Company
Vyond
Year
2025
Keyword
AI system, Growth
Designing an unified AI credit system for Vyond, a video creation app.

Role
Senior UX Designer
Duration
4 months (Jan - Apr 2025)
Responsibilities
End-to-end design execution
Overview
As Vyond expanded its suite of AI-powered tools, the existing per-feature quota system led to siloed usage and user frustration due to inflexibility.
Internally, it also made API cost management complex and inefficient.
To solve this, I designed a unified AI credit system — a single, reusable currency across different AI features. This approach empowered users to allocate credits based on their own needs while enabling the business to monitor API spending under a consistent measurement.
The AI credit system also became a foundation of the plan restructure initiative, improving differentiation between subscription tiers.
Impact
Overall, the initiative drove a $50K increase in MRR and generated over $1M in qualified sales within two months.
The AI credit system was launched alongside restructured plans in May 2025. The new Enterprise plan, featuring unlimited credits, saw a 10% increase in adoption. Across all users, AI features engagement rose, with most consuming less than 50% of their monthly credits, showing both increased use and sustainable limits.
Highlights
I designed an AI credit system with a scalable, reusable component for multiple AI features, a credit usage page, and a new pricing table highlighting credits as a key plan differentiator.
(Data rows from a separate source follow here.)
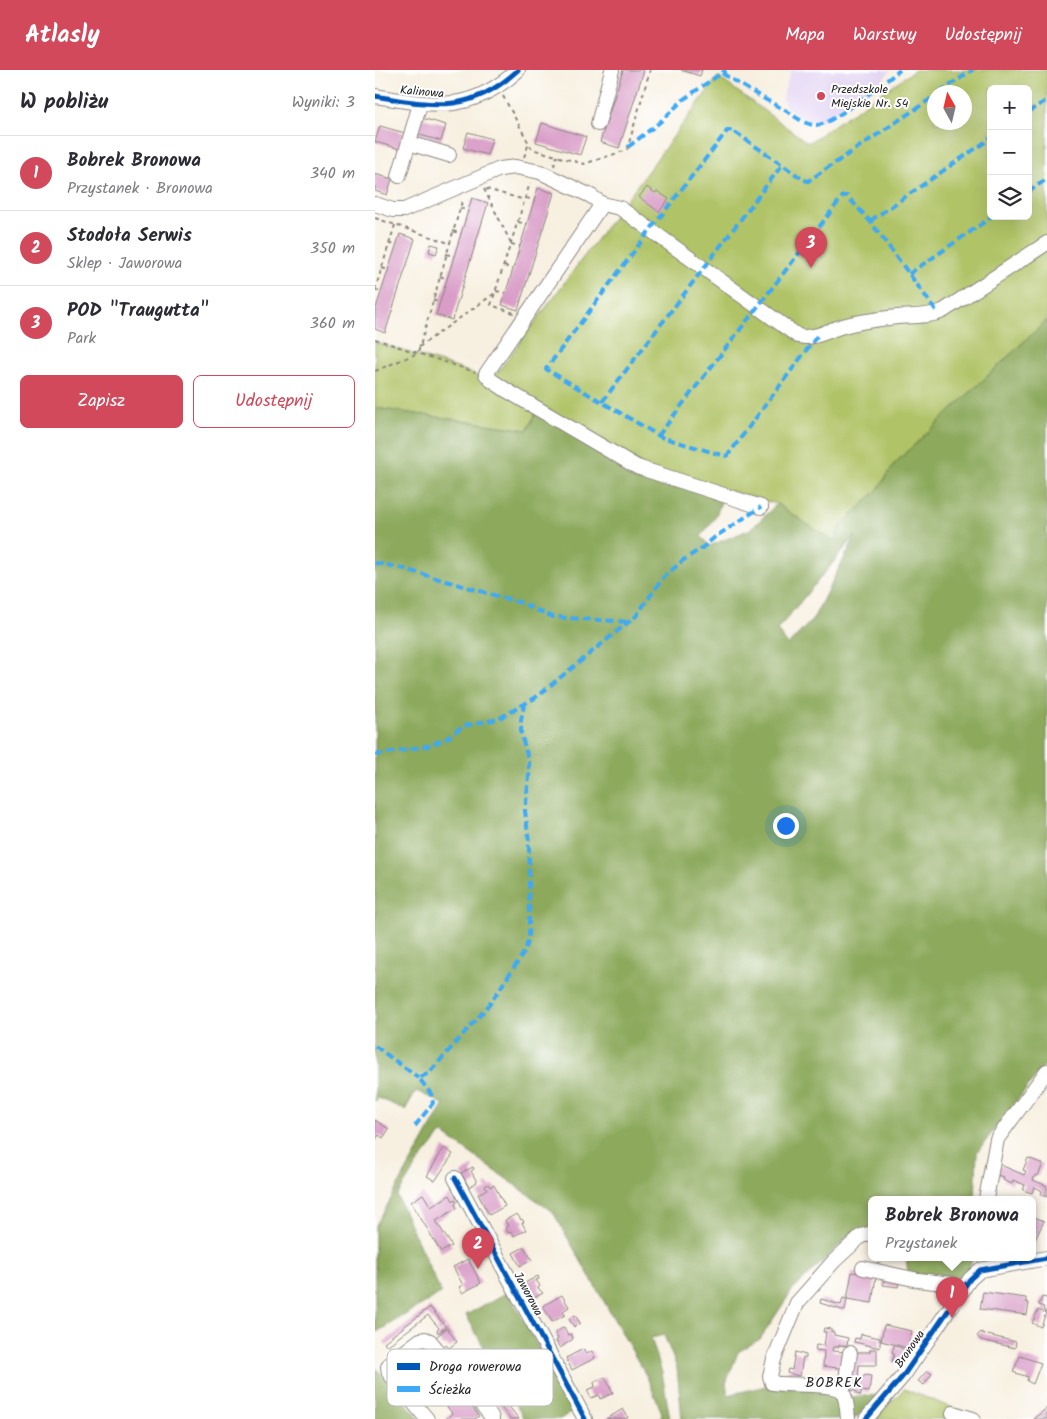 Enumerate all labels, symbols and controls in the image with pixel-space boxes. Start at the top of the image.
text: Atlasly [25,16,100,55]
text: Mapa [785,21,825,50]
text: Warstwy [853,21,917,50]
text: Udostępnij [945,21,1022,50]
place label: Przedszkole Miejskie Nr. 54 [831,80,909,113]
street label: Kalinowa [399,81,445,103]
north arrow [927,85,972,130]
map controls [987,85,1032,220]
button: + [987,85,1032,130]
text: W pobliżu [20,86,108,119]
text: Wyniki: 3 [292,90,355,115]
marker: Przedszkole Miejskie Nr. 54 [815,90,827,102]
button: − [987,130,1032,175]
text: Bobrek Bronowa [67,146,201,176]
text: 1 [34,161,38,186]
text: 340 m [310,161,355,186]
button: layers [987,175,1032,220]
text: Przystanek · Bronowa [67,176,213,201]
text: Stodoła Serwis [67,221,192,251]
pin: 3 [795,227,827,268]
text: 2 [31,236,41,261]
text: 350 m [310,236,355,261]
text: Sklep · Jaworowa [67,251,182,276]
text: POD "Traugutta" [67,296,209,326]
text: 3 [32,311,40,336]
text: 360 m [310,311,355,336]
text: Park [67,326,96,351]
button: Zapisz [20,375,183,428]
button: Udostępnij [193,375,355,428]
your location [773,813,799,839]
popup [868,1196,1036,1261]
text: Bobrek Bronowa [885,1201,1019,1231]
pin: 2 [462,1228,494,1269]
text: Przystanek [885,1231,957,1256]
street label: Jaworowa [508,1268,548,1320]
pin: 1 [936,1277,968,1318]
street label: Bronowa [890,1326,930,1372]
legend [387,1349,553,1406]
text: Droga rowerowa [429,1356,522,1378]
district label: BOBREK [805,1372,863,1394]
text: Ścieżka [429,1379,471,1401]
Users can share the same credits across AI features via a consistent UI pattern
I designed a credit component placed next to each AI feature’s call-to-action button, using a coin icon to visually represent the credit system and maintain consistency across AI tools.
The design was lightweight and scalable, making it easy to reuse for future AI features.

Users can make sense of credits through contextual component states
The credit component integrates with the backend to sync data in real time across the platform.
I designed multiple states to handle various features and API scenarios, including:
Syncing and displaying current credit balance
Calculating and showing dynamic credit costs
Triggering error messages when issues occur
Prompting upsell messages when credits are low

Users can track their monthly credit usage through a centralised page
I designed a ledger-style page that records every credit transaction in chronological order, providing transparency and building trust in the system.
This visibility helps reduce user anxiety around spending and empowers users to plan future usage.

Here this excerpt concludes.